WHAT TO PRODUCE: Return all of the entries word for word, but omit the pictures they contain.

□ □ □ □ □ □ □

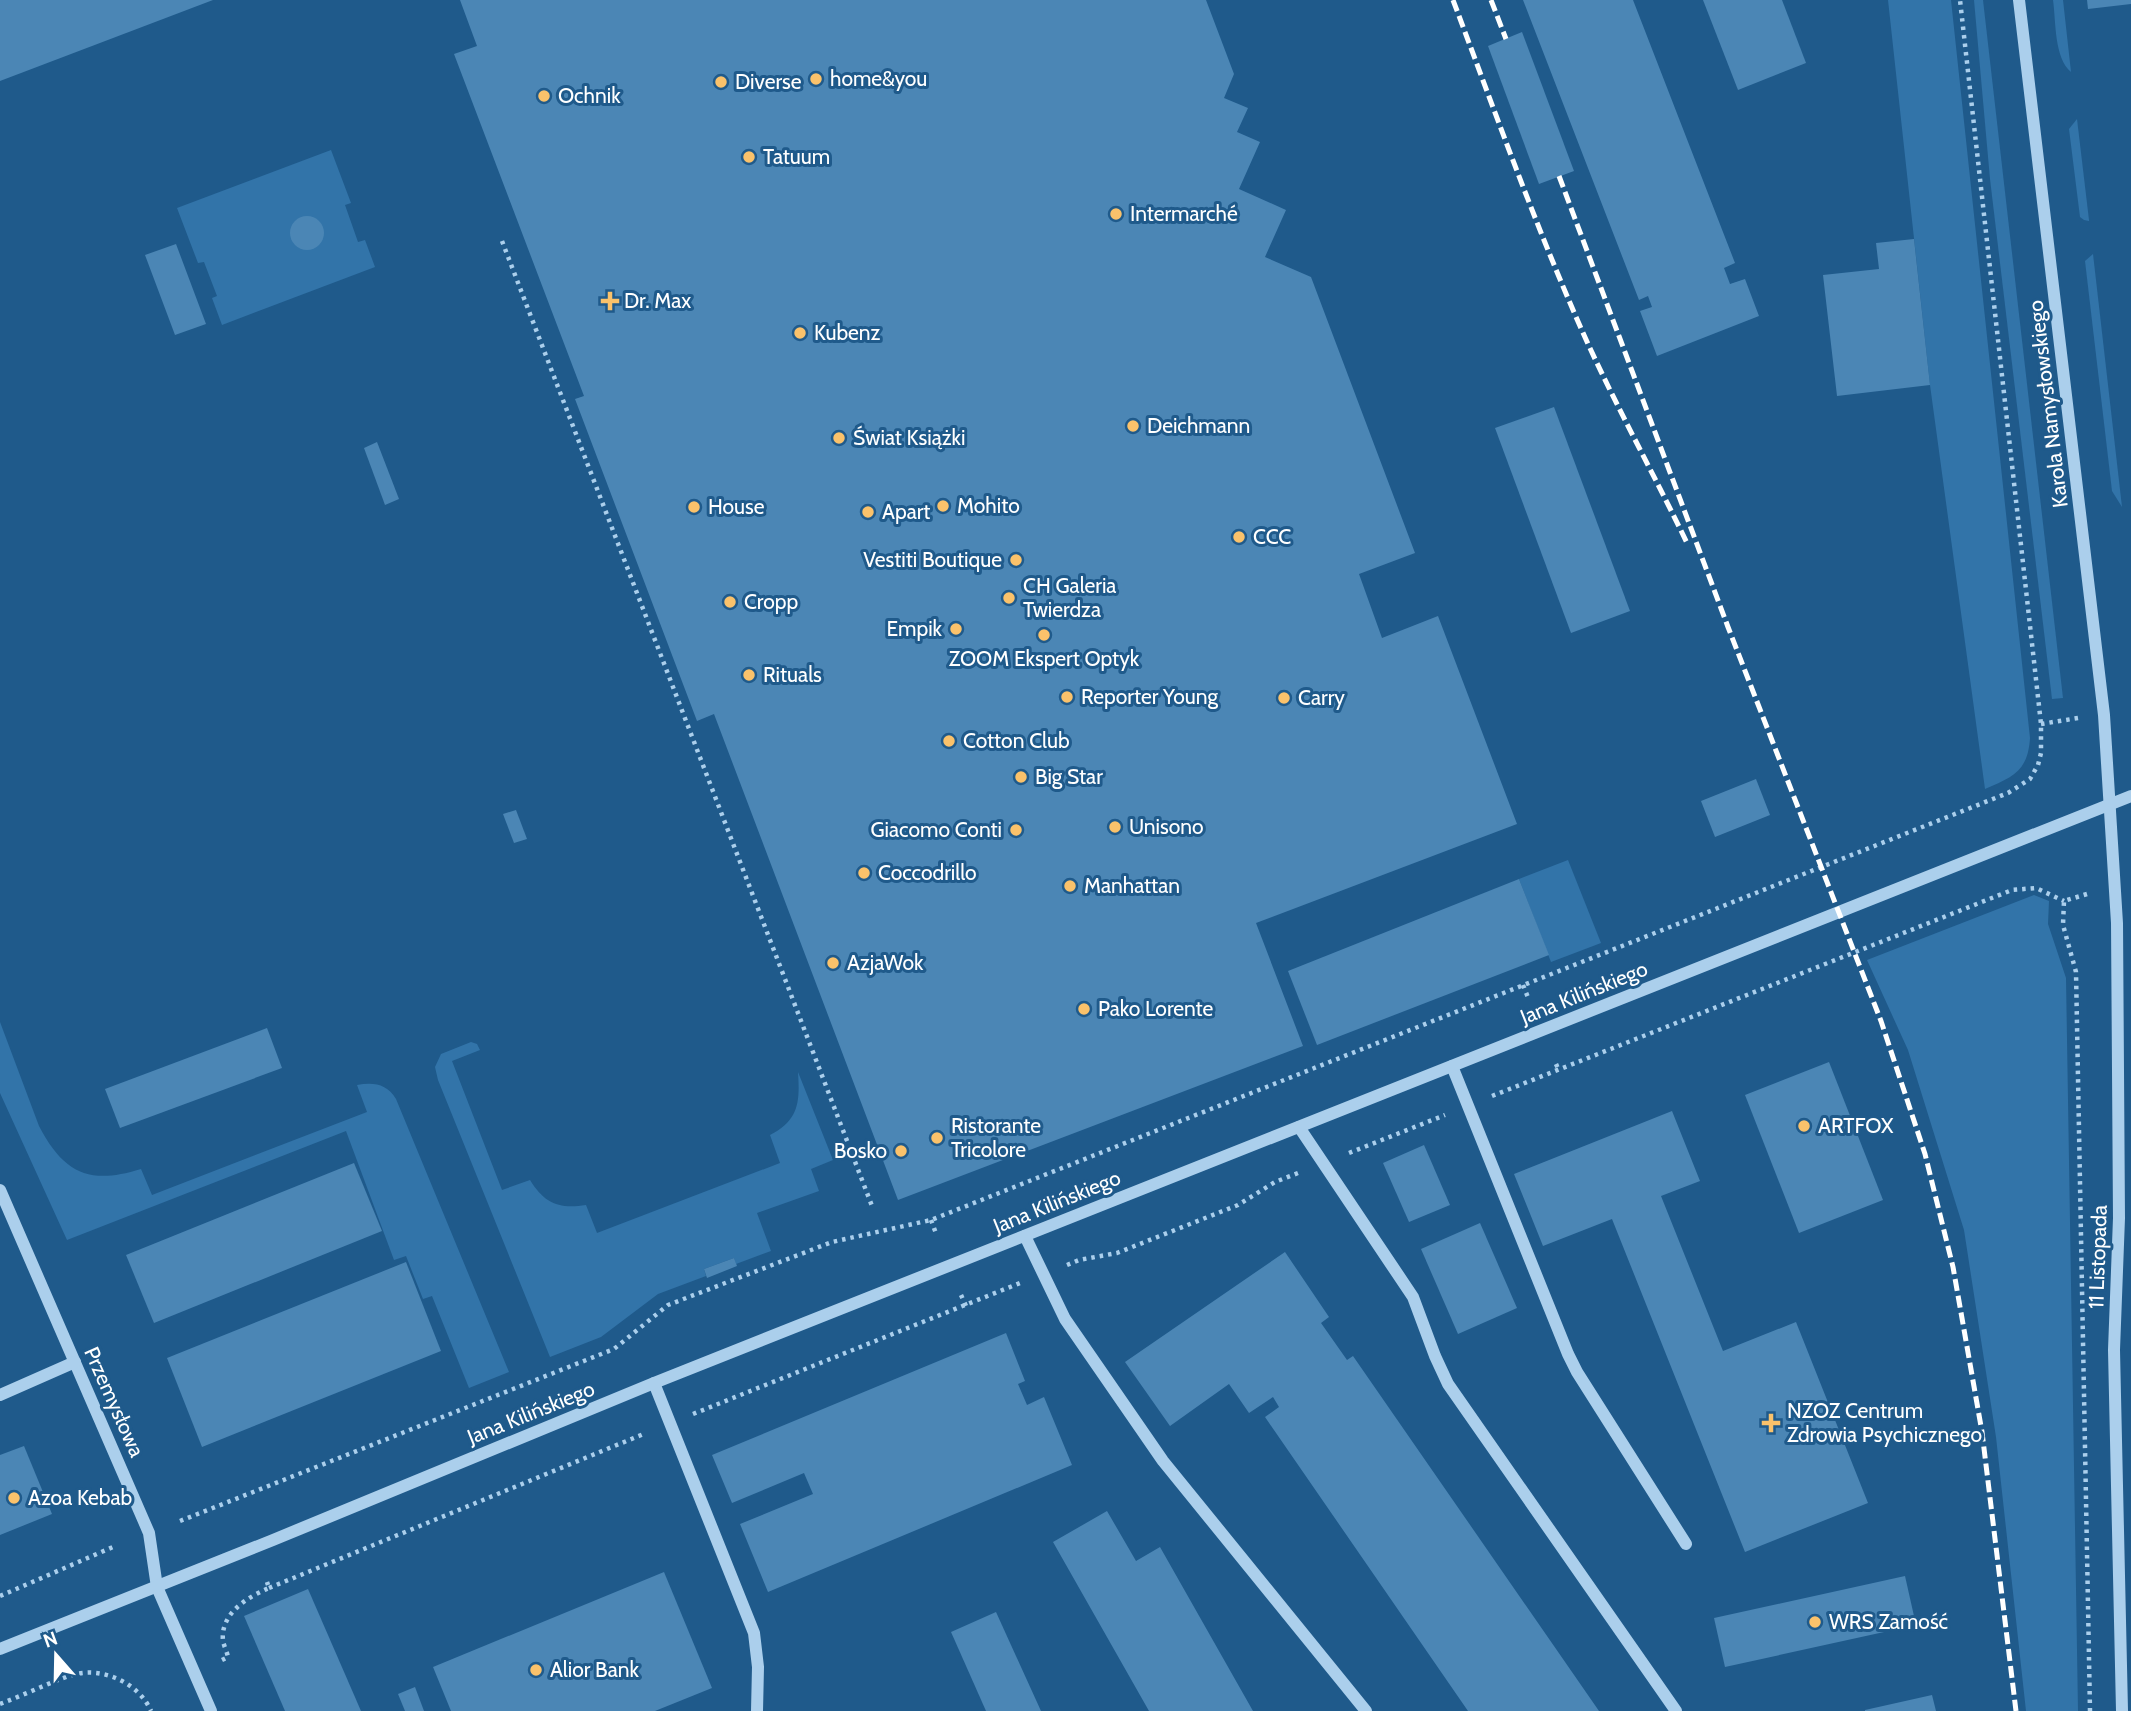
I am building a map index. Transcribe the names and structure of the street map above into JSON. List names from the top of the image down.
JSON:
{
  "streets": {
    "street": [
      "Karola Namysłowskiego",
      "Jana Kilińskiego",
      "11 Listopada",
      "Przemysłowa"
    ]
  },
  "crossings": [
    ["Karola Namysłowskiego", "Jana Kilińskiego"],
    ["Karola Namysłowskiego", "11 Listopada"],
    ["Jana Kilińskiego", "11 Listopada"],
    ["Jana Kilińskiego", "Przemysłowa"]
  ],
  "places": {
    "other": [
      "home&you",
      "Diverse",
      "Ochnik",
      "Tatuum",
      "Intermarché",
      "Kubenz",
      "Deichmann",
      "Świat Książki",
      "Mohito",
      "House",
      "Apart",
      "CCC",
      "Vestiti Boutique",
      "CH Galeria Twierdza",
      "Cropp",
      "Empik",
      "ZOOM Ekspert Optyk",
      "Rituals",
      "Reporter Young",
      "Carry",
      "Cotton Club",
      "Big Star",
      "Unisono",
      "Giacomo Conti",
      "Coccodrillo",
      "Manhattan",
      "AzjaWok",
      "Pako Lorente",
      "ARTFOX",
      "Ristorante Tricolore",
      "Bosko",
      "Azoa Kebab",
      "WRS Zamość",
      "Alior Bank"
    ],
    "health": ["Dr. Max", "NZOZ Centrum Zdrowia Psychicznego"]
  },
  "north": "top"
}
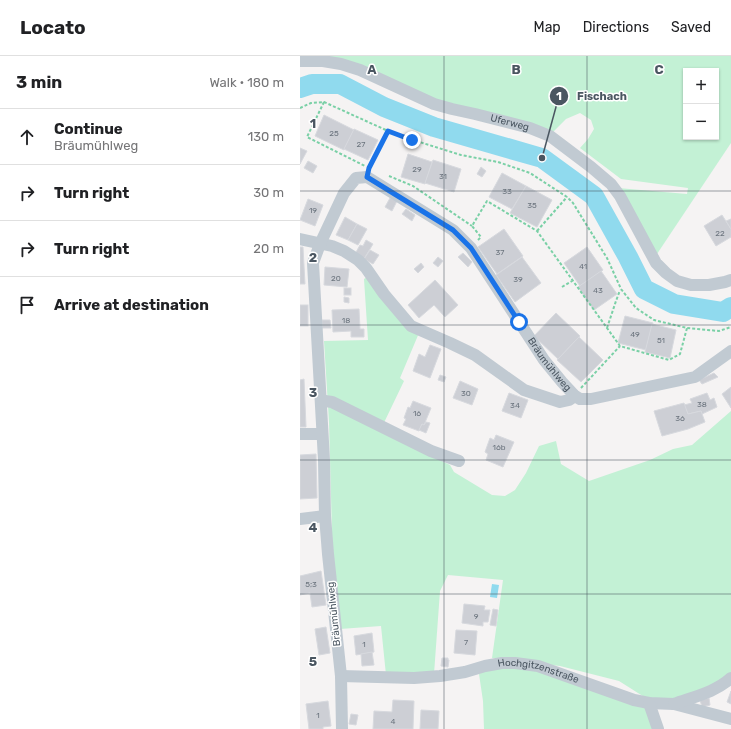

□ □ □ □ □ □ □

TASK ANSWER:
I am building a map index. Transcribe the names and structure of the street map above into JSON. List names from the top of the image down.
JSON:
{
  "streets": {
    "street": [
      "Karola Namysłowskiego",
      "Jana Kilińskiego",
      "11 Listopada",
      "Przemysłowa"
    ]
  },
  "crossings": [
    ["Karola Namysłowskiego", "Jana Kilińskiego"],
    ["Karola Namysłowskiego", "11 Listopada"],
    ["Jana Kilińskiego", "11 Listopada"],
    ["Jana Kilińskiego", "Przemysłowa"]
  ],
  "places": {
    "other": [
      "home&you",
      "Diverse",
      "Ochnik",
      "Tatuum",
      "Intermarché",
      "Kubenz",
      "Deichmann",
      "Świat Książki",
      "Mohito",
      "House",
      "Apart",
      "CCC",
      "Vestiti Boutique",
      "CH Galeria Twierdza",
      "Cropp",
      "Empik",
      "ZOOM Ekspert Optyk",
      "Rituals",
      "Reporter Young",
      "Carry",
      "Cotton Club",
      "Big Star",
      "Unisono",
      "Giacomo Conti",
      "Coccodrillo",
      "Manhattan",
      "AzjaWok",
      "Pako Lorente",
      "ARTFOX",
      "Ristorante Tricolore",
      "Bosko",
      "Azoa Kebab",
      "WRS Zamość",
      "Alior Bank"
    ],
    "health": ["Dr. Max", "NZOZ Centrum Zdrowia Psychicznego"]
  },
  "north": "top"
}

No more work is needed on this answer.